Prostat kanserininin varlığını ortaya çıkarmak ve sonrasında hangi evrede olduğunu saptamak (yayılım derecesini) için bir çok test yapılabiliyor. Ancak bu testlerin hepsi, her hasta için uygulanmayabiliyor.
- Rektal Muayene
- PSA
- Diğer Testler
Biyopsi: Prostat dokusunun parçaları özel iğne ile alınarak patoloji laboratuvarında incelenir.
MRI veya Tomografi: Kanserin vücudun başka bölümlerine (doku ve organlar) sıçrayıp sıçramadığını tespit etmek için vücudun çeşitli görüntüleme cihazları ile taranmasıdır.
Kemik Tarama: Enjeksiyon sonrası kemik metastazlarını tespit etmek için uygulanan bir işlemdir.
Prostat Kanseri Nasıl Tedavi Edilir?
1) Bekle – Gör = Takip Protokolü
Hastaya belirgin bir tedavi uygulamadan izlenmesi ve gözlem altında tutulmasıdır. Tedavi altına alınmayan prostat kanseri büyümeyi sürdürse de, genel olarak büyümesi yavaşça gerçekleşmektedir. Belirli bir süre tedavi edilmese dahi insan hayatının belirli bir evresine kadar problem çıkartmayabiliyor. Yaşlı erkeklerde bu süreç mantıklı bir seçenek olabilmektedir. Özellikle kanser mikroskopik incelemede düşük dereceli tehlikeye sahipse tercih edilebilmektedir.
2) Aktif İzlem
Aktif izlemde ise hastamızın PSA değerlerini takip ediyoruz, rektal muayenesini yapıyoruz, prostat biyopsilerini tekrarlayabiliyoruz.
3) Radikal Prostatektomi (RP)
Lokalize prostat kanserinin tedavisi adına uygulanan cerrahi uygulamadır. Tüm prostat dokudan çıkarılıyor. Patolojik incelemede prostat kapsülü dışında tümör mevcutsa, PSA testi ile takibi yapılabiliyor.
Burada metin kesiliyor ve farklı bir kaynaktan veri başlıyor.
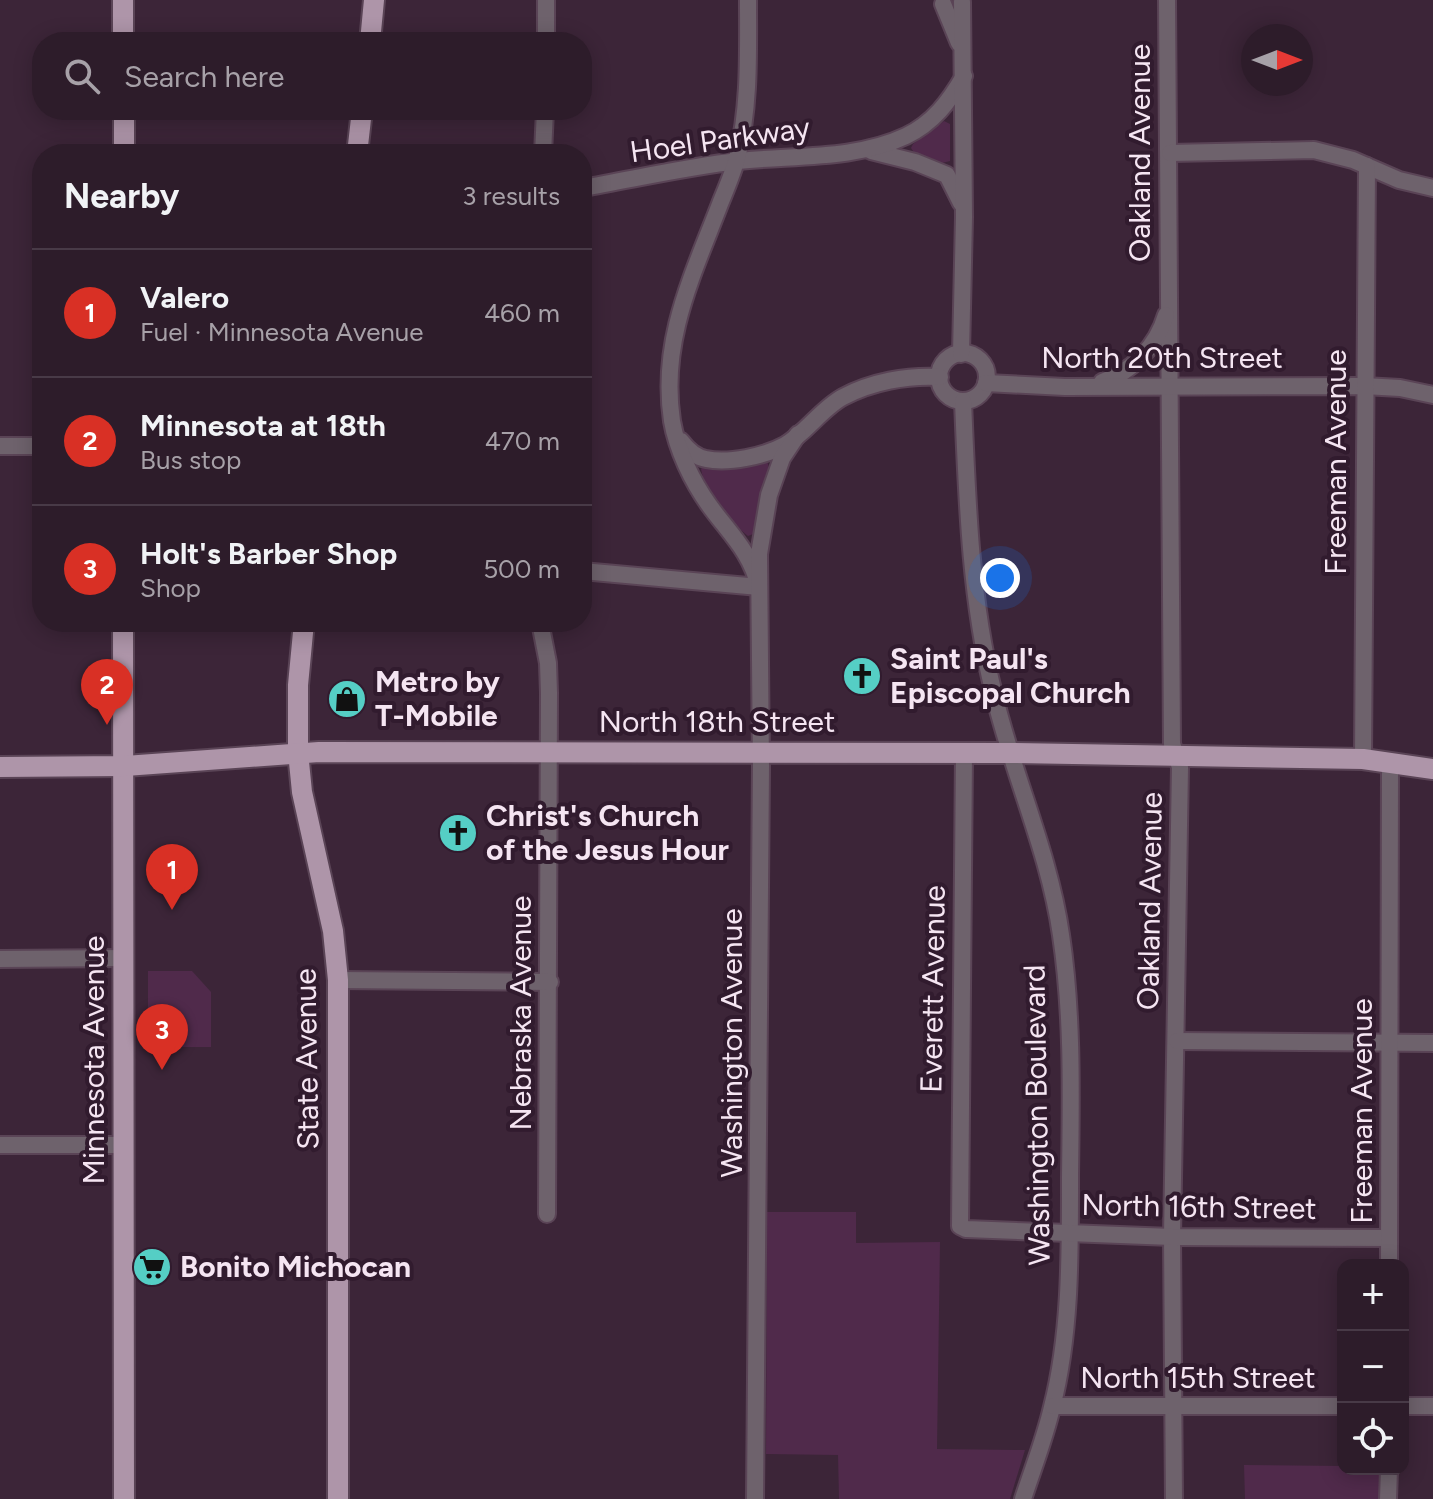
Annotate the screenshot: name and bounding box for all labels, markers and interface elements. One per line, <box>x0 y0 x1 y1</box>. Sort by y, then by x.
north arrow <box>1241 24 1313 96</box>
search box <box>32 32 592 120</box>
street label: Oakland Avenue <box>1121 44 1158 262</box>
icon: search <box>60 54 104 98</box>
text: Search here <box>124 58 284 95</box>
street label: Hoel Parkway <box>628 109 813 170</box>
text: Nearby <box>64 176 179 217</box>
text: 3 results <box>462 180 560 212</box>
text: Valero <box>140 279 229 316</box>
text: 1 <box>85 297 95 329</box>
text: 460 m <box>484 297 560 329</box>
text: Fuel · Minnesota Avenue <box>140 316 424 348</box>
street label: North 20th Street <box>1041 339 1283 376</box>
street label: Freeman Avenue <box>1317 349 1354 575</box>
text: Minnesota at 18th <box>140 407 386 444</box>
text: 2 <box>82 425 98 457</box>
text: 470 m <box>485 425 560 457</box>
text: Bus stop <box>140 444 241 476</box>
text: Holt's Barber Shop <box>140 535 397 572</box>
text: 3 <box>83 553 97 585</box>
text: 500 m <box>483 553 560 585</box>
your location <box>980 558 1020 598</box>
text: Shop <box>140 572 201 604</box>
place label: Saint Paul's Episcopal Church <box>890 640 1131 711</box>
church icon: Saint Paul's Episcopal Church <box>841 655 883 697</box>
pin: 2 <box>81 659 133 725</box>
place label: Metro by T-Mobile <box>375 663 501 734</box>
shop icon: Metro by T-Mobile <box>326 678 368 720</box>
street label: North 18th Street <box>599 703 835 740</box>
street label: Oakland Avenue <box>1129 792 1170 1010</box>
place label: Christ's Church of the Jesus Hour <box>486 797 729 868</box>
church icon: Christ's Church of the Jesus Hour <box>437 812 479 854</box>
pin: 1 <box>146 844 198 910</box>
street label: Everett Avenue <box>912 885 953 1093</box>
street label: Nebraska Avenue <box>502 896 539 1131</box>
street label: Washington Avenue <box>713 908 750 1178</box>
street label: Minnesota Avenue <box>75 935 112 1185</box>
street label: Washington Boulevard <box>1015 964 1058 1266</box>
street label: State Avenue <box>286 968 327 1150</box>
street label: Freeman Avenue <box>1343 998 1380 1224</box>
pin: 3 <box>136 1004 188 1070</box>
street label: North 16th Street <box>1081 1186 1317 1227</box>
supermarket icon: Bonito Michocan <box>131 1246 173 1288</box>
place label: Bonito Michocan <box>180 1248 411 1285</box>
map controls <box>1337 1259 1409 1475</box>
button: + <box>1337 1259 1409 1331</box>
button: − <box>1337 1331 1409 1403</box>
street label: North 15th Street <box>1080 1359 1316 1396</box>
button: locate <box>1337 1403 1409 1475</box>

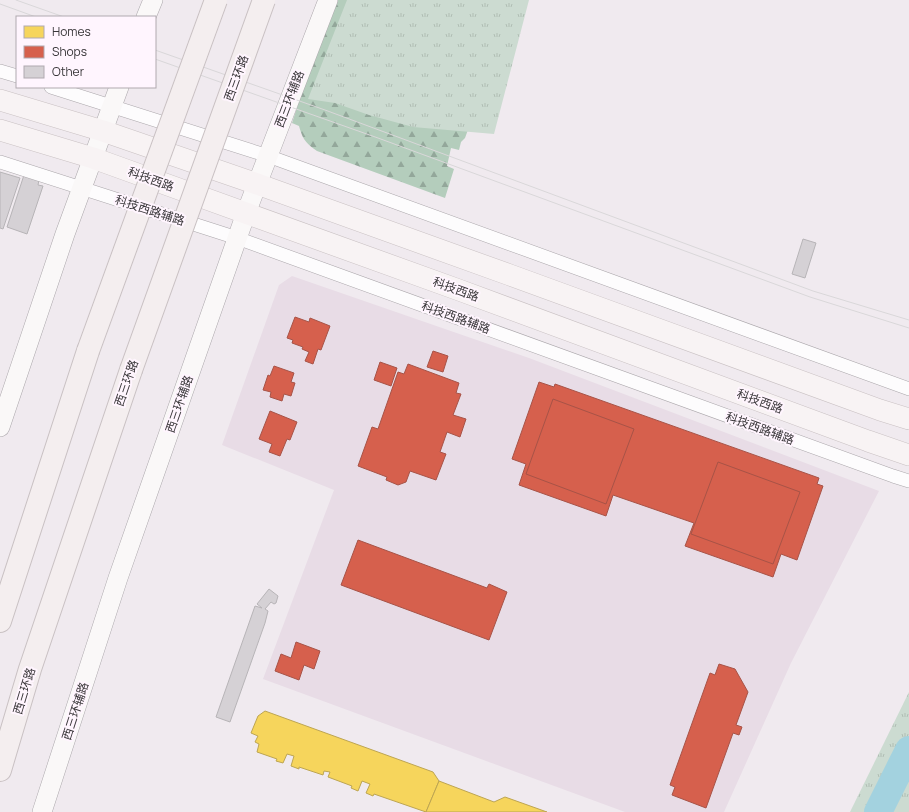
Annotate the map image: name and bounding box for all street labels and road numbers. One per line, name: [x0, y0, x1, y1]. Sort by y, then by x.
street label: 西三环路: [220, 53, 252, 103]
street label: 西三环辅路: [270, 68, 308, 130]
street label: 科技西路: [126, 163, 176, 195]
street label: 科技西路辅路: [113, 191, 187, 229]
street label: 科技西路: [431, 273, 481, 305]
street label: 科技西路辅路: [419, 297, 493, 337]
street label: 西三环路: [110, 358, 142, 408]
street label: 西三环辅路: [161, 373, 197, 435]
street label: 科技西路: [735, 385, 785, 417]
street label: 科技西路辅路: [723, 408, 797, 448]
street label: 西三环路: [9, 666, 39, 716]
street label: 西三环辅路: [58, 680, 92, 742]

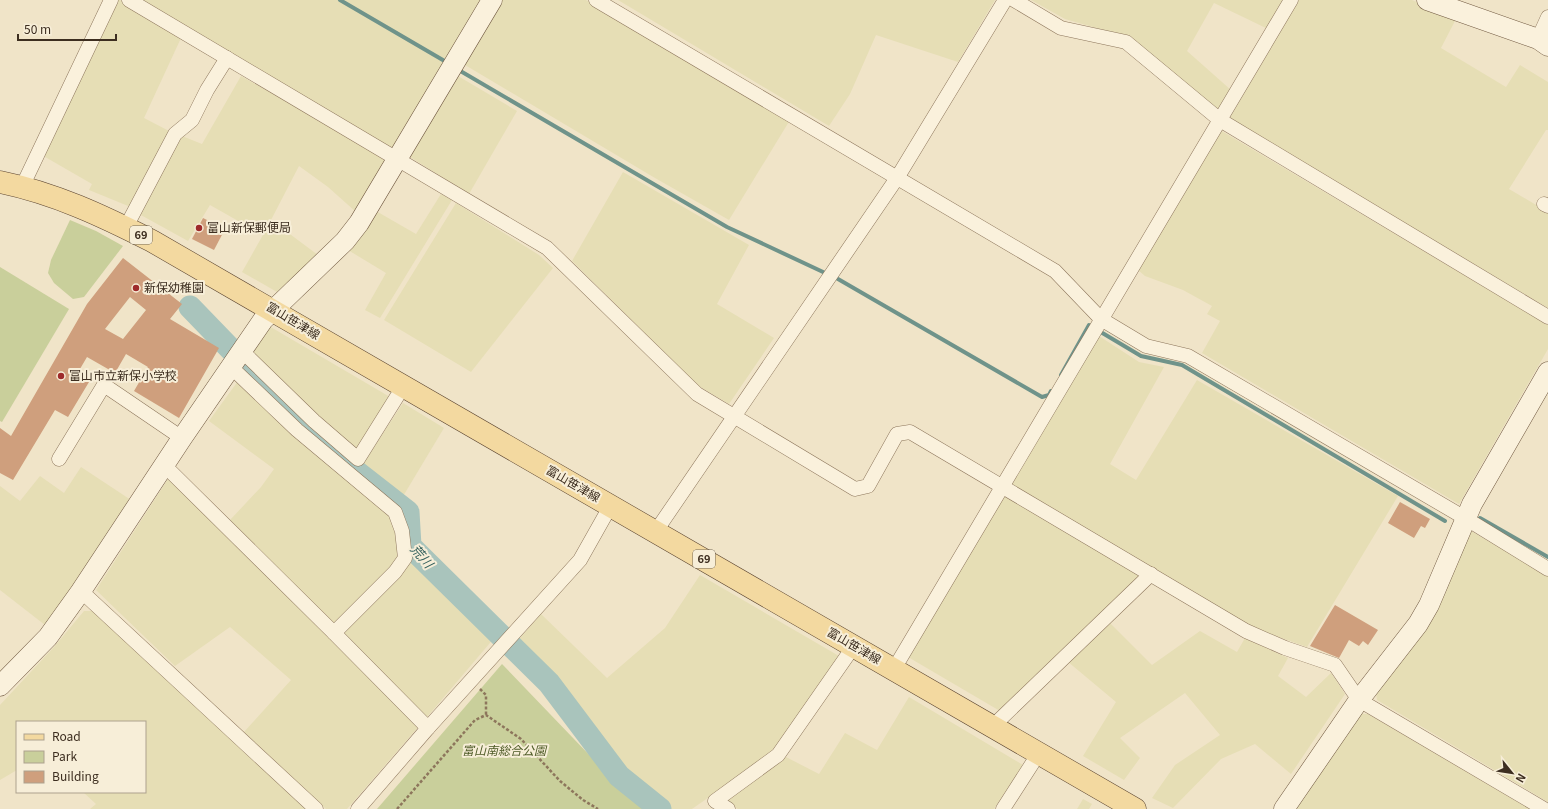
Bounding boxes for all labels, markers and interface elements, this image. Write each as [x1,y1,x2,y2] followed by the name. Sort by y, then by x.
[18,16,116,42] scale bar
[24,20,51,37] text: 50 m
[207,218,291,235] place label: 富山新保郵便局
[194,223,204,233] marker: 富山新保郵便局
[130,226,152,244] road number: 69
[144,278,204,295] place label: 新保幼稚園
[131,283,141,293] marker: 新保幼稚園
[264,297,324,342] street label: 富山笹津線
[69,366,177,383] place label: 富山市立新保小学校
[56,371,66,381] marker: 富山市立新保小学校
[544,460,604,505] street label: 富山笹津線
[407,540,439,573] water label: 荒川
[693,550,715,568] road number: 69
[825,622,885,667] street label: 富山笹津線
[16,721,146,793] legend
[52,727,81,744] text: Road
[462,741,548,758] park label: 富山南総合公園
[52,747,77,764] text: Park
[1492,753,1532,793] north arrow
[52,767,99,784] text: Building
[1513,771,1531,786] text: N

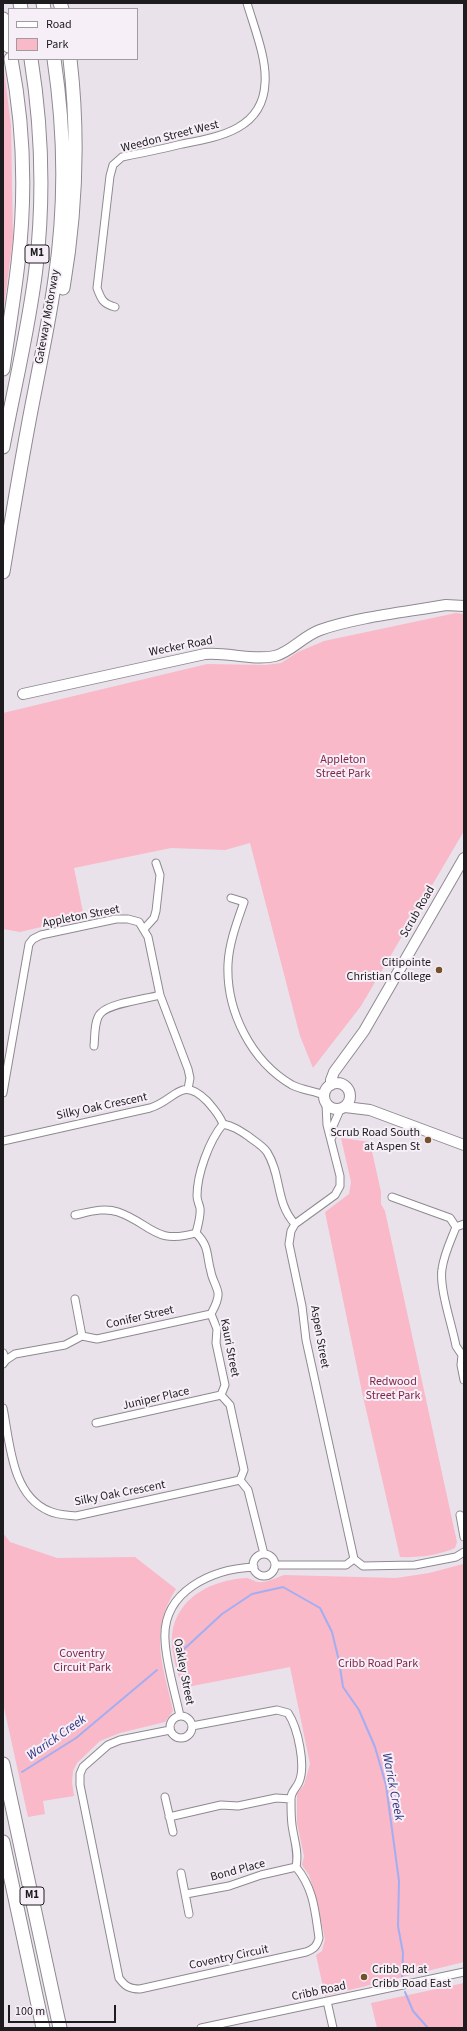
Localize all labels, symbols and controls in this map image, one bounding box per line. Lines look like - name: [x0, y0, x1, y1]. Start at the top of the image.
- legend: [8, 8, 138, 60]
- text: Road: [46, 16, 72, 33]
- text: Park: [46, 36, 68, 53]
- street label: Weedon Street West: [120, 118, 220, 156]
- road number: M1: [25, 245, 49, 263]
- street label: Gateway Motorway: [33, 269, 63, 365]
- street label: Wecker Road: [148, 634, 214, 660]
- park label: Appleton Street Park: [316, 753, 370, 781]
- street label: Scrub Road: [397, 884, 439, 940]
- street label: Appleton Street: [41, 902, 121, 932]
- place label: Citipointe Christian College: [347, 956, 431, 984]
- marker: Citipointe Christian College: [434, 965, 444, 975]
- street label: Silky Oak Crescent: [55, 1090, 149, 1124]
- place label: Scrub Road South at Aspen St: [330, 1126, 420, 1154]
- marker: Scrub Road South at Aspen St: [423, 1135, 433, 1145]
- street label: Conifer Street: [105, 1303, 175, 1333]
- street label: Aspen Street: [306, 1305, 332, 1369]
- street label: Kauri Street: [216, 1318, 242, 1378]
- park label: Redwood Street Park: [366, 1375, 420, 1403]
- street label: Juniper Place: [121, 1384, 191, 1414]
- street label: Silky Oak Crescent: [73, 1478, 167, 1510]
- street label: Oakley Street: [170, 1638, 196, 1706]
- park label: Coventry Circuit Park: [53, 1647, 111, 1675]
- park label: Cribb Road Park: [338, 1657, 418, 1671]
- water label: Warick Creek: [24, 1712, 90, 1764]
- water label: Warick Creek: [378, 1752, 406, 1822]
- street label: Bond Place: [209, 1857, 267, 1885]
- road number: M1: [20, 1887, 44, 1905]
- street label: Coventry Circuit: [188, 1943, 270, 1973]
- place label: Cribb Rd at Cribb Road East: [372, 1963, 451, 1991]
- marker: Cribb Rd at Cribb Road East: [359, 1972, 369, 1982]
- street label: Cribb Road: [290, 1979, 348, 2005]
- scale bar: [10, 1997, 118, 2023]
- text: 100 m: [15, 2003, 45, 2020]

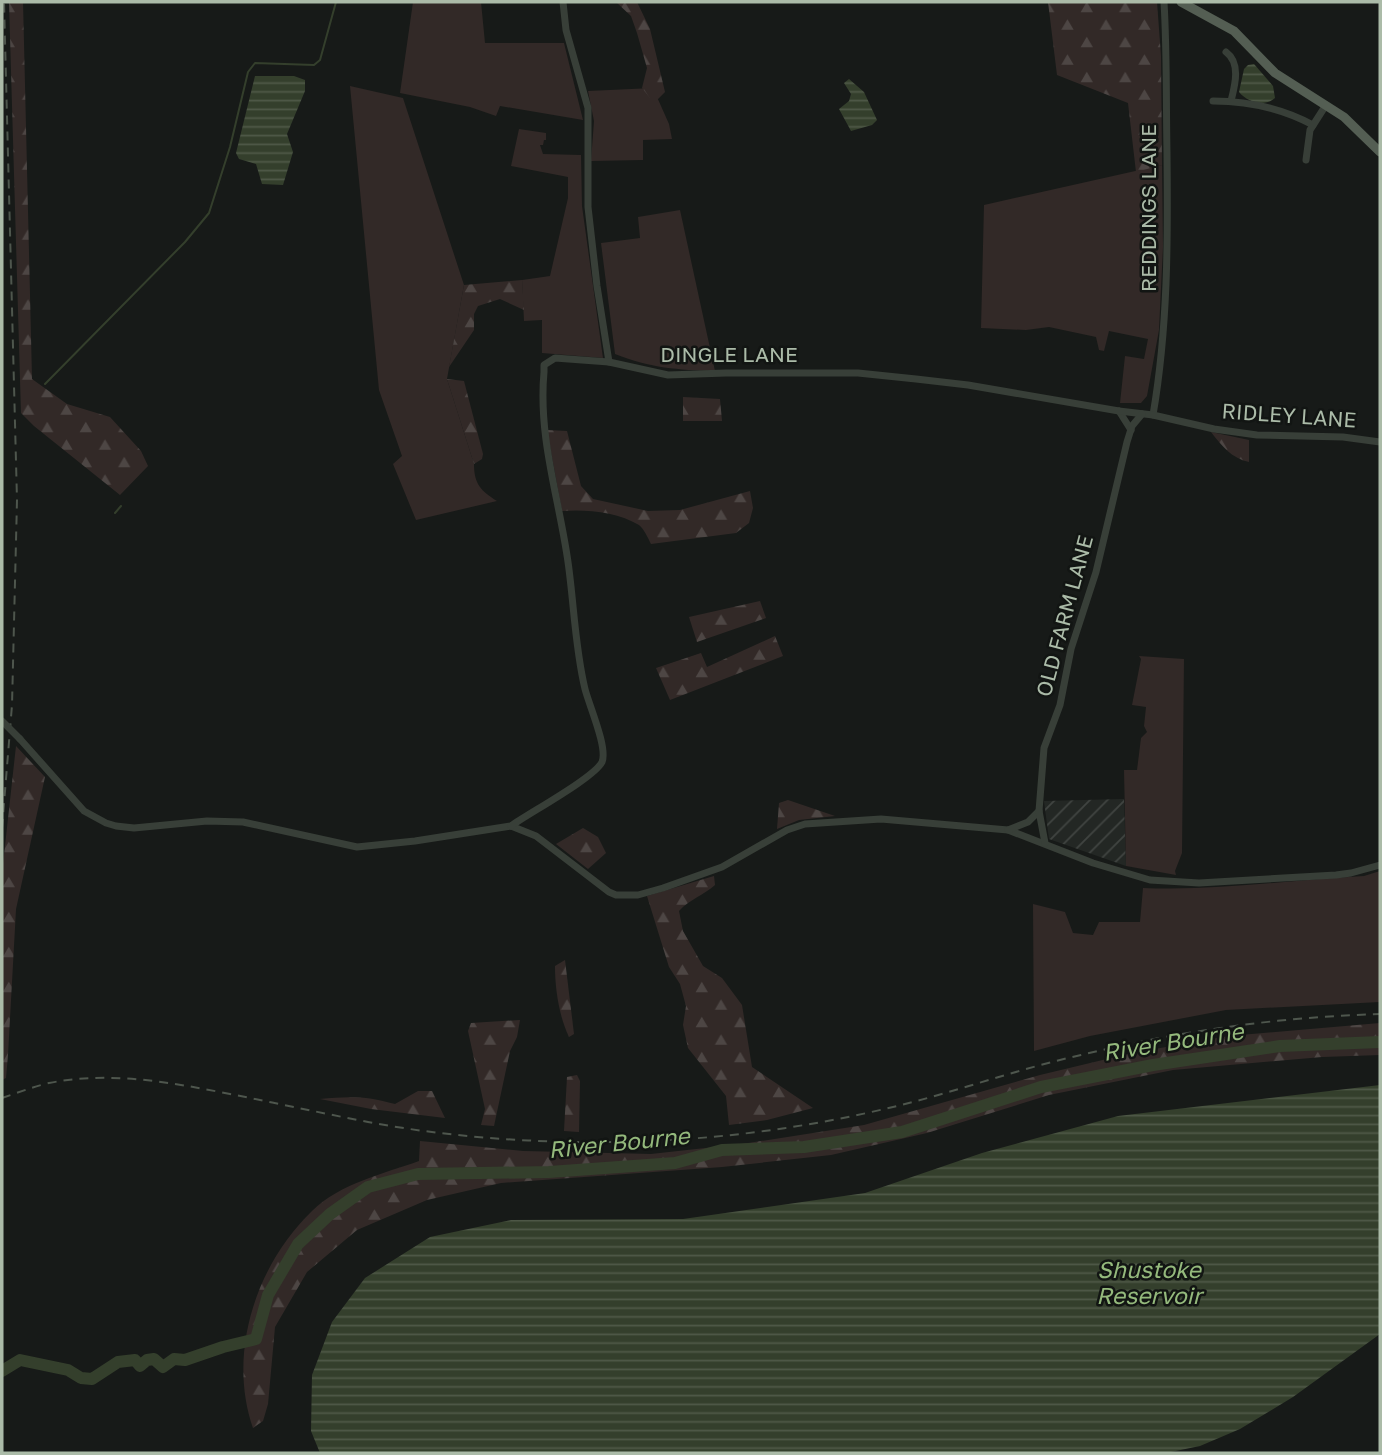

Daha büyük ve yayılmış tümörlerde ise cerrahi operasyonun başarı oranı lokalize olanlardaki kadar etki göstermeyebilir. Operasyonun komplikasyonları içerisinde kanama, ameliyat sonrası erken dönemde kalp krizi ve akciğer embolisi, daha sonrasında idrar tutamama ve ereksiyon kaybı olabiliyor. Radikal prostatektomi operasyonu açık, laparoskopik ya da robot yardımı ile laparoskopik şeklinde yapılabiliyor.
4) Radyoterapi (Işın Tedavisi)
Radyoterapide yan etkilerden bahsetmek gerekiyor: idrar çıkarmadan güçlük, normalinden fazla sık sık idrara çıkma, ani idrar sıkışması ve ishal, ereksiyon sorunları, mesane boyutunda daralma, idrar yollarında küçülmeler oluşabiliyor.
5) Hormonal Tedavi
Erkeklik hormonu prostat kanseri hücrelerinin çoğalıp yayılmasında etkili olabiliyor. Bu tedavide amaç vücuttaki erkeklik hormonunu ortadan kaldırmak veya baskılamaktır ki bu da testislerin cerrahi olarak çıkarılmasıyla (orşiektomi) ya da medikal yolla sağlanabiliyor. Hormon tedavisi hastaların yarısında sıcak basmalarına yol açarken hepsinde ereksiyon kaybına ve cinsel isteksizliğe sebep olabiliyor.
Özetle hangi tedavinin kullanılacağı hastadan hastaya tamamen farklılık gösteriyor.